I saw the new Star Trek movie last night. Overall, I think it was a good movie — entertaining and well-acted. Unfortunately, it was much more “new” than “Star Trek.” That’s not to say the movie isn’t something people should see. For the trekkies out there, I think you’ll be impressed with the way the new band of actors pays homage to the original cast, finding ways to work in mannerisms, speech inflections and catchphrases in a way that is impressive and delightful.
The disappointment I felt last night was, instead, for the loss of the morality play that used to make Star Trek such a great TV and movie franchise. I can’t speak to Enterprise, because I never saw that ill-fated, short-running series. But Star Trek, ST: The Next Generation, ST: Deep Space 9 and ST: Voyager all fit this bill, as did the first 10 movies, if I remember them all correctly.
When Gene Roddenberry created the original Star Trek series, he pushed the bounds of acceptance at the networks and with society by using characters in outer space to deal with social and moral issues that were plaguing everyday life but that people were unable to address head-on. The original series, created in the late 1960s, dealt with racism, communism, slavery, counter-cultures, the Vietnam War — if you could find something controversial going on, there was probably a Star Trek episode about it. Did you know Star Trek was the first show on television to have an interracial kiss? The Next Generation, Deep Space Nine and Voyager all carried on this tradition.
I have been thrilled that my kids picked up my love for Star Trek — they started out being entertained by the characters, the action and the overall concept. But, as they’ve gotten older, they’ve also started to notice there are some deeper, philosophical discussions to be had after many episodes. They are excited about going to see the new Star Trek movie.
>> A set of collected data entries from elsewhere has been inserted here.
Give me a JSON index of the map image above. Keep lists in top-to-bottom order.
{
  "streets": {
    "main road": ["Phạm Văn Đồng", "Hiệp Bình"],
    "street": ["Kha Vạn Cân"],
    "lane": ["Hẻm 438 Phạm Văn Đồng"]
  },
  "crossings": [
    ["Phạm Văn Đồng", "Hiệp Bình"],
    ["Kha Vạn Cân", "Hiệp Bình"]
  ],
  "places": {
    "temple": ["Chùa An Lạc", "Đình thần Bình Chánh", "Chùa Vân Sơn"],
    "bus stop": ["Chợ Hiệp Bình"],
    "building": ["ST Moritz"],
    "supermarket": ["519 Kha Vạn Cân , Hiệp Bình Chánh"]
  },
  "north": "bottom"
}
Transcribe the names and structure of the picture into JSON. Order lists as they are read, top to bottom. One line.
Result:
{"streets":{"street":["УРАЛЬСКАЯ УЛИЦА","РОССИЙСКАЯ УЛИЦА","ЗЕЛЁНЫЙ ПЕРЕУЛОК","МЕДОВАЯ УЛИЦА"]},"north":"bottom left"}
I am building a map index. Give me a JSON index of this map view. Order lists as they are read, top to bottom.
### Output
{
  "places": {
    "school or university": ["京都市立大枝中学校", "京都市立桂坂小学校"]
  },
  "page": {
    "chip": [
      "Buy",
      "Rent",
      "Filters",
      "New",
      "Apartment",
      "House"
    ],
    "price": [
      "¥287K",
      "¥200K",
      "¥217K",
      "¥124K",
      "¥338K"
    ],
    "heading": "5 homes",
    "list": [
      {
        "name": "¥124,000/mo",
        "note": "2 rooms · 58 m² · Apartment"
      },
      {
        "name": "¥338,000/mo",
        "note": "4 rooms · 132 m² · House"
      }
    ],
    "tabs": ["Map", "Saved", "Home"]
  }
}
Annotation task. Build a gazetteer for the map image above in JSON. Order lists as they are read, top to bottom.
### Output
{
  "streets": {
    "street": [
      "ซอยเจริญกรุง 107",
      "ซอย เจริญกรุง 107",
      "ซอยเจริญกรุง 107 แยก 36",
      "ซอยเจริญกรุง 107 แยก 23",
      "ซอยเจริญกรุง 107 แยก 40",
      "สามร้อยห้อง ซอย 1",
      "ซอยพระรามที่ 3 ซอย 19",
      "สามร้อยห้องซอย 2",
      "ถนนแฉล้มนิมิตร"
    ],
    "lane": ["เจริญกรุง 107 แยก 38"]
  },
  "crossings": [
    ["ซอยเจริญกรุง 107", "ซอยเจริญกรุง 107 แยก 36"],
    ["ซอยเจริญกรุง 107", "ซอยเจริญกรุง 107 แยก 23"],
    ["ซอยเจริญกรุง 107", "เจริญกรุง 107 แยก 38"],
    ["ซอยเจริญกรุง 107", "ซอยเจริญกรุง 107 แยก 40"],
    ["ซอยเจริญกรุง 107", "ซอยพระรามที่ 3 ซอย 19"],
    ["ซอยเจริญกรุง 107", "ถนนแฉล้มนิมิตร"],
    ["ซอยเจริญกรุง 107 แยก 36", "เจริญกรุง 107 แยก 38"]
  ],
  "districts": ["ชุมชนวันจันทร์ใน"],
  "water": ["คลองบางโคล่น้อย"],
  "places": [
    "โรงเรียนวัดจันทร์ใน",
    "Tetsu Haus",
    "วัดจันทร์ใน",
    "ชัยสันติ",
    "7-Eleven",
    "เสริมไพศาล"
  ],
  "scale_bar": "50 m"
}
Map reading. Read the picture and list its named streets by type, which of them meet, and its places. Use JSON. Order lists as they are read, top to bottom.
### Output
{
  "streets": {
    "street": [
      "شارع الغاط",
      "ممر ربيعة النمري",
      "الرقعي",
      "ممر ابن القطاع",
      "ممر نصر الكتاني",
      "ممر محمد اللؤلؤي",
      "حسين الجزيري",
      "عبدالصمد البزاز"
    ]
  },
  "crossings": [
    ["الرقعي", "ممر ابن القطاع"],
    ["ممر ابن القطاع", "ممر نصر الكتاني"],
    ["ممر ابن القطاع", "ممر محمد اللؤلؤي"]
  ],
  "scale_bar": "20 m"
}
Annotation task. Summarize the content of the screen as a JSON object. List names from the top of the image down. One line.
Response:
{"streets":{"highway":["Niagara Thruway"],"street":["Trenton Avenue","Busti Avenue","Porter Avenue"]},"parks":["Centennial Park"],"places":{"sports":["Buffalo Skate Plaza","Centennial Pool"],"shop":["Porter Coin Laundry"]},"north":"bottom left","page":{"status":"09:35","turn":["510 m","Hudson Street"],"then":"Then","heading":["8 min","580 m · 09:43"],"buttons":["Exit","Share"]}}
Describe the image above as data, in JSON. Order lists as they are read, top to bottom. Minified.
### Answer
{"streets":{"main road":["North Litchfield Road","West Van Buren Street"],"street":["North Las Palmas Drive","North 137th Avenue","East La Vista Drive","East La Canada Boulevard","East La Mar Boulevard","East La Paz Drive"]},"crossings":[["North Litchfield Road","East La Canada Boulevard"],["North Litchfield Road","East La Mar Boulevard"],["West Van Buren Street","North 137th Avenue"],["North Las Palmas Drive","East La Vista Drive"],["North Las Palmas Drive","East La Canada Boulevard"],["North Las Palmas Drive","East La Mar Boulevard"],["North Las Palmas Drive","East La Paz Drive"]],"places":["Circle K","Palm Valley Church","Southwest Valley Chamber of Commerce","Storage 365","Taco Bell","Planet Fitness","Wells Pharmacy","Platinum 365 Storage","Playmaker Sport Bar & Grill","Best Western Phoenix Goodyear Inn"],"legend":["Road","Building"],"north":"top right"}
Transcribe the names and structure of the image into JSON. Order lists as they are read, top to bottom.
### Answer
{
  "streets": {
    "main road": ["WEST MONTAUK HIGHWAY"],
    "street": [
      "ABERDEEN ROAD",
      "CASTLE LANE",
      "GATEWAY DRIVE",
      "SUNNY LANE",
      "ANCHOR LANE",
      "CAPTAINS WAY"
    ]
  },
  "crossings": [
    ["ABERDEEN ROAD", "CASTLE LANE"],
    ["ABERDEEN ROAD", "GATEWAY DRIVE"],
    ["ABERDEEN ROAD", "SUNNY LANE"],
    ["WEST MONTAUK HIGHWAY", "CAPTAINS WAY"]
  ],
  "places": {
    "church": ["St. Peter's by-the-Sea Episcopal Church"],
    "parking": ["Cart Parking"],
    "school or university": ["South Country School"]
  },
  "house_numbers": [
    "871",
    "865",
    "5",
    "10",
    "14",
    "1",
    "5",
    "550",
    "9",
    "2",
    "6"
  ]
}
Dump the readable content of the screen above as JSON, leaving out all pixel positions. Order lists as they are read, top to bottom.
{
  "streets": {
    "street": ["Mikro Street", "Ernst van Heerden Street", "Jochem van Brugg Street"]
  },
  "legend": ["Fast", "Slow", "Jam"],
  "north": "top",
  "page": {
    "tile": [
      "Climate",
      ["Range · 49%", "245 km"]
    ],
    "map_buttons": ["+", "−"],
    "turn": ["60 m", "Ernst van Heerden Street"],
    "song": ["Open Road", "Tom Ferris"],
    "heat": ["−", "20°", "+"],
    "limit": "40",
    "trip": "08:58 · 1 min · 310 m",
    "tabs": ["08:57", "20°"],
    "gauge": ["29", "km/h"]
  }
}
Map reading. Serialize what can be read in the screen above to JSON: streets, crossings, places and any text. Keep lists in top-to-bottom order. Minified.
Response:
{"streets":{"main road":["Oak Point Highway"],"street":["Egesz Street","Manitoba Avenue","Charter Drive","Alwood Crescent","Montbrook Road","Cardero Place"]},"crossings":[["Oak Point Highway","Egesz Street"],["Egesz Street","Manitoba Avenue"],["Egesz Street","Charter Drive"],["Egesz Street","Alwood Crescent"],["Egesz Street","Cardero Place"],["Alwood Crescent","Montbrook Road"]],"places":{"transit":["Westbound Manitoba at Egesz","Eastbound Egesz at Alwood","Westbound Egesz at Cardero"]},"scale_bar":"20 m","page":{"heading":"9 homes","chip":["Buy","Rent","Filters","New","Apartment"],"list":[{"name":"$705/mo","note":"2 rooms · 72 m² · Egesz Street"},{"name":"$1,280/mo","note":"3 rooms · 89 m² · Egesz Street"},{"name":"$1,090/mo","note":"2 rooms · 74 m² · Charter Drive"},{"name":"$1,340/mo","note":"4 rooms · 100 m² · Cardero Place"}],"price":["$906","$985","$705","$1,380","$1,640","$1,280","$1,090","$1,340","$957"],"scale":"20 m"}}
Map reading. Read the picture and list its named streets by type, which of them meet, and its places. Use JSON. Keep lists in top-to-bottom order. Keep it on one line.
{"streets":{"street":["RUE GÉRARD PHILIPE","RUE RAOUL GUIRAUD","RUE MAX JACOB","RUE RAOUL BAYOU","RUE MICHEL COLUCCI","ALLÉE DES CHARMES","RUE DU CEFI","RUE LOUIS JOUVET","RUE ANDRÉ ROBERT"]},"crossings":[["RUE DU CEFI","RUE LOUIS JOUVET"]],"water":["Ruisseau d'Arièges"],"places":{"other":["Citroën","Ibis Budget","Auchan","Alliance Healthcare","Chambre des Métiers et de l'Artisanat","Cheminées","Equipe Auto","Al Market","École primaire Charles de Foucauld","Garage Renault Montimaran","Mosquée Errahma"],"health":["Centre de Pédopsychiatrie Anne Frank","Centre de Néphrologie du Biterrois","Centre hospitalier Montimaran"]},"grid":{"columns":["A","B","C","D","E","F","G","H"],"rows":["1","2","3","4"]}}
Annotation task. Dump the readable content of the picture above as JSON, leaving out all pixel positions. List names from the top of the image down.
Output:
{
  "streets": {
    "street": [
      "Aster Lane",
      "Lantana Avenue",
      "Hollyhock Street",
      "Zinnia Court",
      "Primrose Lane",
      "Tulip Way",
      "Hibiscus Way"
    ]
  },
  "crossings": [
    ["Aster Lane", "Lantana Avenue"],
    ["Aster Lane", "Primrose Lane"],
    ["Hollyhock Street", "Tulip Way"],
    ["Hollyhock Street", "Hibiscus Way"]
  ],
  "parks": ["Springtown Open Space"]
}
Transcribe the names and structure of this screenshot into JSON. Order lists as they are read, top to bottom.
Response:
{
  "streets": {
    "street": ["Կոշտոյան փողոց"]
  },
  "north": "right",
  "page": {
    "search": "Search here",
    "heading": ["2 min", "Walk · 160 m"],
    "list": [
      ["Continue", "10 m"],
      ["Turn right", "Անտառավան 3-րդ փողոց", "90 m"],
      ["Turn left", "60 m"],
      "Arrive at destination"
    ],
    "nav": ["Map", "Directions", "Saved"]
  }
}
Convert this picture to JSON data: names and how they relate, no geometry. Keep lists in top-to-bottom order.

I’ll take them and I’ll let them decide whether they like it or not without influence from me beforehand.
On the drive home from the theater, we’ll probably find ourselves discussing the characters and the action and the slightly confusing storyline. But the only moral dilemma or societal issue we’ll find ourselves having discussions about will be the loss of science fiction storytelling in Hollywood. That genre seems to have lost its ability to weave a tale that can have a lasting impact on its audience. It’s an ability that was destroyed by an evil, screaming, computer-generated monster that seems to be growing in intensity and resilience with every passing frame.
Star Trek used to boldly go where no one has gone before. Now, I fear, it’s going where everyone else has already been.